> ABOUT THIS EXERCISE
Output every record verbatim, and omit each picture.

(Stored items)
________

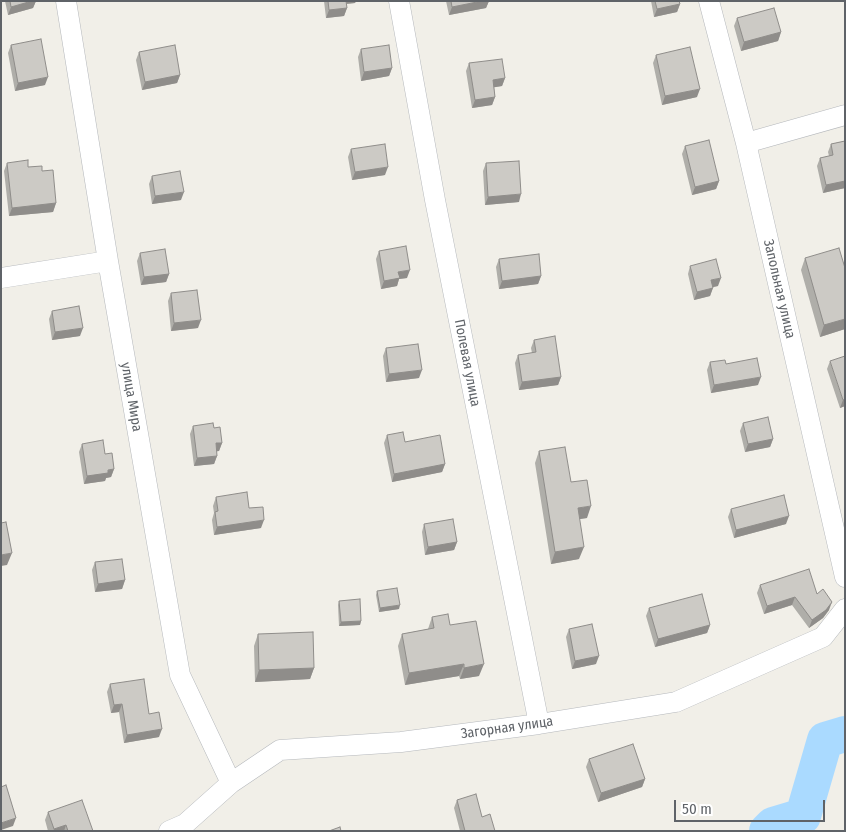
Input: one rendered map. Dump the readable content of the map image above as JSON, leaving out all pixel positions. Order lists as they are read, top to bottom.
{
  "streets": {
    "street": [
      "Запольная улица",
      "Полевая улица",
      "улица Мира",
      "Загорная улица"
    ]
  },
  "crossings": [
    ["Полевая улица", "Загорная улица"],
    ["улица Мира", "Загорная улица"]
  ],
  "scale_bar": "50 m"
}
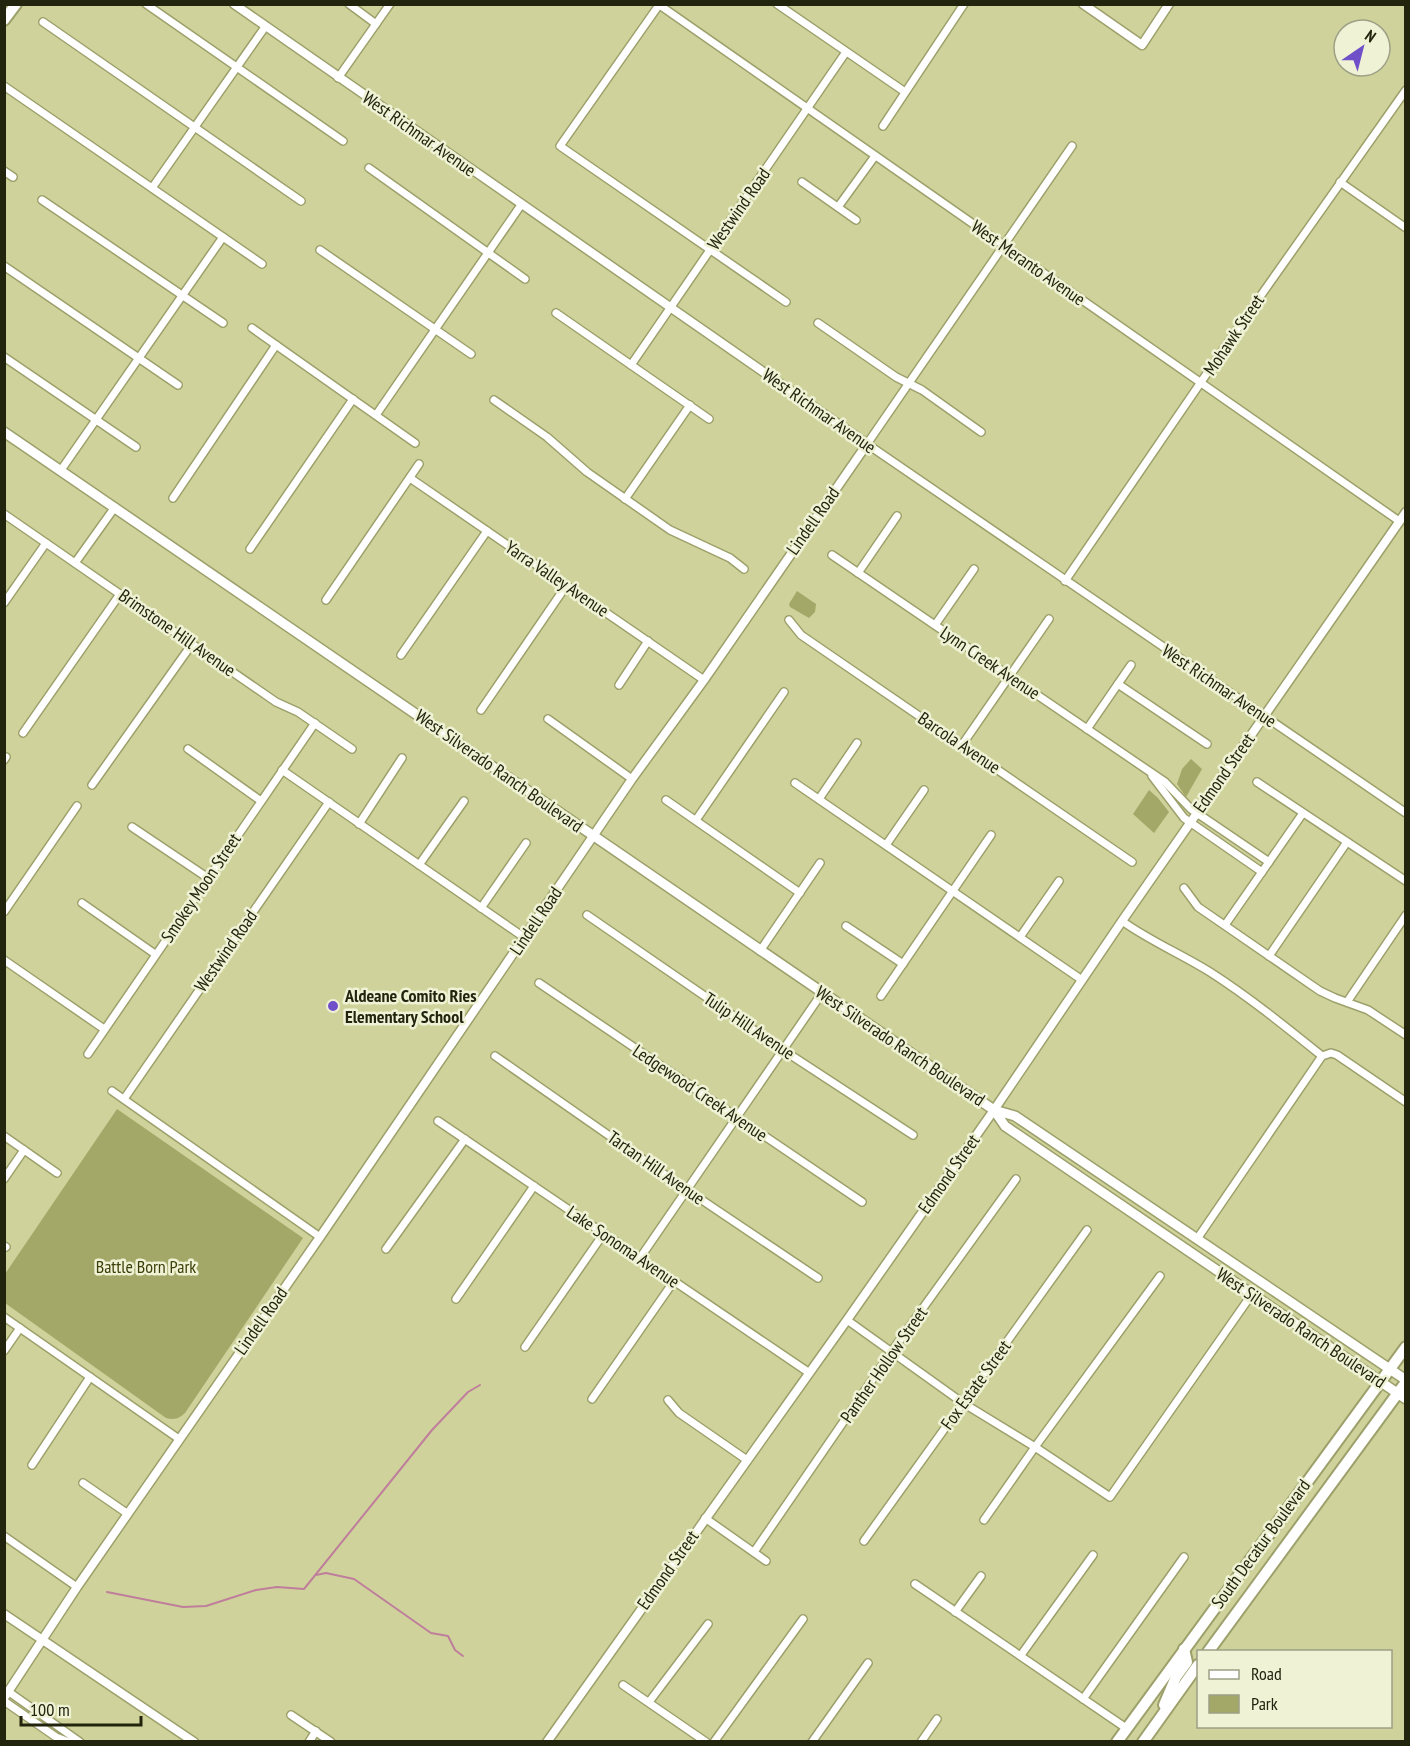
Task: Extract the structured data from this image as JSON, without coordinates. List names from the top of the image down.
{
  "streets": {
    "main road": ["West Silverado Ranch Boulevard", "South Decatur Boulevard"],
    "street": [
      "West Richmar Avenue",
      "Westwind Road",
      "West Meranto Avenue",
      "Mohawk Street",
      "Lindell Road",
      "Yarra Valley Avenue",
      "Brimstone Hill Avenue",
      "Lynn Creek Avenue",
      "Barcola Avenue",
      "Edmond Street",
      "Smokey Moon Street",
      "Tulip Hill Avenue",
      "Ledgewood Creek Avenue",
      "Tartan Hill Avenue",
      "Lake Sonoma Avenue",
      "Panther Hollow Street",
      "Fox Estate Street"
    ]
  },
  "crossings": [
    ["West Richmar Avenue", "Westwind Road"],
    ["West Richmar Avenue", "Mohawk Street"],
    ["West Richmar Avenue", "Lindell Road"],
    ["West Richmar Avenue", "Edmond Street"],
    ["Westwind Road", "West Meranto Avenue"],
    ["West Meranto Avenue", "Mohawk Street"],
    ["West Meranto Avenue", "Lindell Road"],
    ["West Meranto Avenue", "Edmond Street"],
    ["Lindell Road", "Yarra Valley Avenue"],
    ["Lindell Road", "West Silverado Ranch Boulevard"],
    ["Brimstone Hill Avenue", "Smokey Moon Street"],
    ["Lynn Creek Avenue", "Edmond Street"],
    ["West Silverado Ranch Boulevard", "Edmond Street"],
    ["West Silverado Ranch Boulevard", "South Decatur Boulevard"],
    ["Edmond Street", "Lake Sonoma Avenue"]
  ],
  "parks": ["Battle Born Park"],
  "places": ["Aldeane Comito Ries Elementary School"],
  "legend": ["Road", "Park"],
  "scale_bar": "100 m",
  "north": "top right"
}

________

> REPLY
Input: one rendered map. Dump the readable content of the map image above as JSON, leaving out all pixel positions. Order lists as they are read, top to bottom.
{
  "streets": {
    "street": [
      "Запольная улица",
      "Полевая улица",
      "улица Мира",
      "Загорная улица"
    ]
  },
  "crossings": [
    ["Полевая улица", "Загорная улица"],
    ["улица Мира", "Загорная улица"]
  ],
  "scale_bar": "50 m"
}
Task: Extract the structured data from this image as JSON, without coordinates. List names from the top of the image down.
{
  "streets": {
    "main road": ["West Silverado Ranch Boulevard", "South Decatur Boulevard"],
    "street": [
      "West Richmar Avenue",
      "Westwind Road",
      "West Meranto Avenue",
      "Mohawk Street",
      "Lindell Road",
      "Yarra Valley Avenue",
      "Brimstone Hill Avenue",
      "Lynn Creek Avenue",
      "Barcola Avenue",
      "Edmond Street",
      "Smokey Moon Street",
      "Tulip Hill Avenue",
      "Ledgewood Creek Avenue",
      "Tartan Hill Avenue",
      "Lake Sonoma Avenue",
      "Panther Hollow Street",
      "Fox Estate Street"
    ]
  },
  "crossings": [
    ["West Richmar Avenue", "Westwind Road"],
    ["West Richmar Avenue", "Mohawk Street"],
    ["West Richmar Avenue", "Lindell Road"],
    ["West Richmar Avenue", "Edmond Street"],
    ["Westwind Road", "West Meranto Avenue"],
    ["West Meranto Avenue", "Mohawk Street"],
    ["West Meranto Avenue", "Lindell Road"],
    ["West Meranto Avenue", "Edmond Street"],
    ["Lindell Road", "Yarra Valley Avenue"],
    ["Lindell Road", "West Silverado Ranch Boulevard"],
    ["Brimstone Hill Avenue", "Smokey Moon Street"],
    ["Lynn Creek Avenue", "Edmond Street"],
    ["West Silverado Ranch Boulevard", "Edmond Street"],
    ["West Silverado Ranch Boulevard", "South Decatur Boulevard"],
    ["Edmond Street", "Lake Sonoma Avenue"]
  ],
  "parks": ["Battle Born Park"],
  "places": ["Aldeane Comito Ries Elementary School"],
  "legend": ["Road", "Park"],
  "scale_bar": "100 m",
  "north": "top right"
}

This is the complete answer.